Exercise requirements: Output, word for word, every line from the start of the listing down to and including the line that contains "Task: Parse the"; include nothing else.
---- Information supplied
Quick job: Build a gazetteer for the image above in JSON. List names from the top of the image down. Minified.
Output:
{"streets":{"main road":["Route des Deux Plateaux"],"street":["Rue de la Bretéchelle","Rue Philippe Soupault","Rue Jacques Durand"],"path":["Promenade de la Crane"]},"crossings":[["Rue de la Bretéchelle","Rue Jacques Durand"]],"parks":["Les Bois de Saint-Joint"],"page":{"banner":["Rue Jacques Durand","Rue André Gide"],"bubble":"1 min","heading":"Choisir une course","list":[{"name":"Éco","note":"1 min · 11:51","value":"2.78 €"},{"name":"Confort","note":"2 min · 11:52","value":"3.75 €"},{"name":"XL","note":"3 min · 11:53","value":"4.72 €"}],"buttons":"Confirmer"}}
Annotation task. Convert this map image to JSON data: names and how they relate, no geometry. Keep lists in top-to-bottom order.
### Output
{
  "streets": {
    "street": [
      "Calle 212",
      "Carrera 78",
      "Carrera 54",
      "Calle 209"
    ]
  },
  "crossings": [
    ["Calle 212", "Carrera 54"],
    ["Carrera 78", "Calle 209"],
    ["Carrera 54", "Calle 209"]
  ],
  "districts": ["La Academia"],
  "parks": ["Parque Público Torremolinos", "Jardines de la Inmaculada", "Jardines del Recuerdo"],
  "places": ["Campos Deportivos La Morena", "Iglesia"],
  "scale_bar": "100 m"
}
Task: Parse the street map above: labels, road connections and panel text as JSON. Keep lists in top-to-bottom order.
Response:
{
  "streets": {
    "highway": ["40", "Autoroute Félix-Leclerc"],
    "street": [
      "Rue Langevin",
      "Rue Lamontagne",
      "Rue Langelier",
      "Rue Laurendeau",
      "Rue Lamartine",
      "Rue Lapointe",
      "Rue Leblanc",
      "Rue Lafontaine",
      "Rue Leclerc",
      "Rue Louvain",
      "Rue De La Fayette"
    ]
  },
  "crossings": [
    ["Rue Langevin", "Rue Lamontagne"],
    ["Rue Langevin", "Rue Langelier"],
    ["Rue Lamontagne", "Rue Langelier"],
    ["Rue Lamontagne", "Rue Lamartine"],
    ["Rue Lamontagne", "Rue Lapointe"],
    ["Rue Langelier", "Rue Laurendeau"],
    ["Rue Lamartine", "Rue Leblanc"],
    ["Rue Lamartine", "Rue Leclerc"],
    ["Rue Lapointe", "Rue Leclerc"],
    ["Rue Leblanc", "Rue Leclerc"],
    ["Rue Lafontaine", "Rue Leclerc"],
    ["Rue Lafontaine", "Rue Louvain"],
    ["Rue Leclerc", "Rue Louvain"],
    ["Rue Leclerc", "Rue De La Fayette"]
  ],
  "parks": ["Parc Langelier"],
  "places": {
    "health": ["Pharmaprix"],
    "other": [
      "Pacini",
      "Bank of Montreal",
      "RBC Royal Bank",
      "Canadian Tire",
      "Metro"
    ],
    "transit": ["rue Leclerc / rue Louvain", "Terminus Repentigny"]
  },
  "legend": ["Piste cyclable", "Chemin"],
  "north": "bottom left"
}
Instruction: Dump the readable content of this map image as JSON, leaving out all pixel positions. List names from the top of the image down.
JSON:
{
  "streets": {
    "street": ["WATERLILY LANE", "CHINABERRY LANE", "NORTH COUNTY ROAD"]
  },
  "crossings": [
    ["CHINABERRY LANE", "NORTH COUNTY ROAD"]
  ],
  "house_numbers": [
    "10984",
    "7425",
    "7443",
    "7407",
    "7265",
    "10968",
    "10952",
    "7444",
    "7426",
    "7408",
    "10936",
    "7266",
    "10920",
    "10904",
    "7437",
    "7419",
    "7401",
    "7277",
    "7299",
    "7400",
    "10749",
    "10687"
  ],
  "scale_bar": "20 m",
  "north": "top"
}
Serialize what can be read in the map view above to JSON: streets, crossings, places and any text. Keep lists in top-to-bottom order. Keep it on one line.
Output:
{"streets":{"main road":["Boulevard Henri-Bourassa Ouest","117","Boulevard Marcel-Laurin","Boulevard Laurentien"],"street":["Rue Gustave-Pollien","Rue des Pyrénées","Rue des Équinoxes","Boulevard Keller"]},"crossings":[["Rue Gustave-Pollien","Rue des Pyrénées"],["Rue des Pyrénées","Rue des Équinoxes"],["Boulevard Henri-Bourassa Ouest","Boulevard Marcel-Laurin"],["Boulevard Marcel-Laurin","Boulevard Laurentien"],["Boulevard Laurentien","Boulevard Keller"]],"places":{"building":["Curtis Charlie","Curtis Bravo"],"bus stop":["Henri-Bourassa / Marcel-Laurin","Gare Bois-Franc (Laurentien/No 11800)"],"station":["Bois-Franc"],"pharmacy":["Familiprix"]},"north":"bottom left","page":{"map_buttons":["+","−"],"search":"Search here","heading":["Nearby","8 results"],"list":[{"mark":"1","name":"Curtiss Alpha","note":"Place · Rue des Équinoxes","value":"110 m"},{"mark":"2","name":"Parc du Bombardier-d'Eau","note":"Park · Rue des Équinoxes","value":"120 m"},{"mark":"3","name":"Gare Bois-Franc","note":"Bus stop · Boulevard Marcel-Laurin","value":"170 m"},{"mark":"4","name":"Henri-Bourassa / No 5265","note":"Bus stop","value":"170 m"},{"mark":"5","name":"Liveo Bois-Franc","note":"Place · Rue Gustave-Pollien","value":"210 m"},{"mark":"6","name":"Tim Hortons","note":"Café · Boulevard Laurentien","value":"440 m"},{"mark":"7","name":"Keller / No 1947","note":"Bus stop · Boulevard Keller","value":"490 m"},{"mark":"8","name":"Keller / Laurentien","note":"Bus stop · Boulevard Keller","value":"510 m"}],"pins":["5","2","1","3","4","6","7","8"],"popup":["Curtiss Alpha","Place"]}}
--------
Written solution:
Quick job: Build a gazetteer for the image above in JSON. List names from the top of the image down. Minified.
Output:
{"streets":{"main road":["Route des Deux Plateaux"],"street":["Rue de la Bretéchelle","Rue Philippe Soupault","Rue Jacques Durand"],"path":["Promenade de la Crane"]},"crossings":[["Rue de la Bretéchelle","Rue Jacques Durand"]],"parks":["Les Bois de Saint-Joint"],"page":{"banner":["Rue Jacques Durand","Rue André Gide"],"bubble":"1 min","heading":"Choisir une course","list":[{"name":"Éco","note":"1 min · 11:51","value":"2.78 €"},{"name":"Confort","note":"2 min · 11:52","value":"3.75 €"},{"name":"XL","note":"3 min · 11:53","value":"4.72 €"}],"buttons":"Confirmer"}}
Annotation task. Convert this map image to JSON data: names and how they relate, no geometry. Keep lists in top-to-bottom order.
### Output
{
  "streets": {
    "street": [
      "Calle 212",
      "Carrera 78",
      "Carrera 54",
      "Calle 209"
    ]
  },
  "crossings": [
    ["Calle 212", "Carrera 54"],
    ["Carrera 78", "Calle 209"],
    ["Carrera 54", "Calle 209"]
  ],
  "districts": ["La Academia"],
  "parks": ["Parque Público Torremolinos", "Jardines de la Inmaculada", "Jardines del Recuerdo"],
  "places": ["Campos Deportivos La Morena", "Iglesia"],
  "scale_bar": "100 m"
}
Task: Parse the street map above: labels, road connections and panel text as JSON. Keep lists in top-to-bottom order.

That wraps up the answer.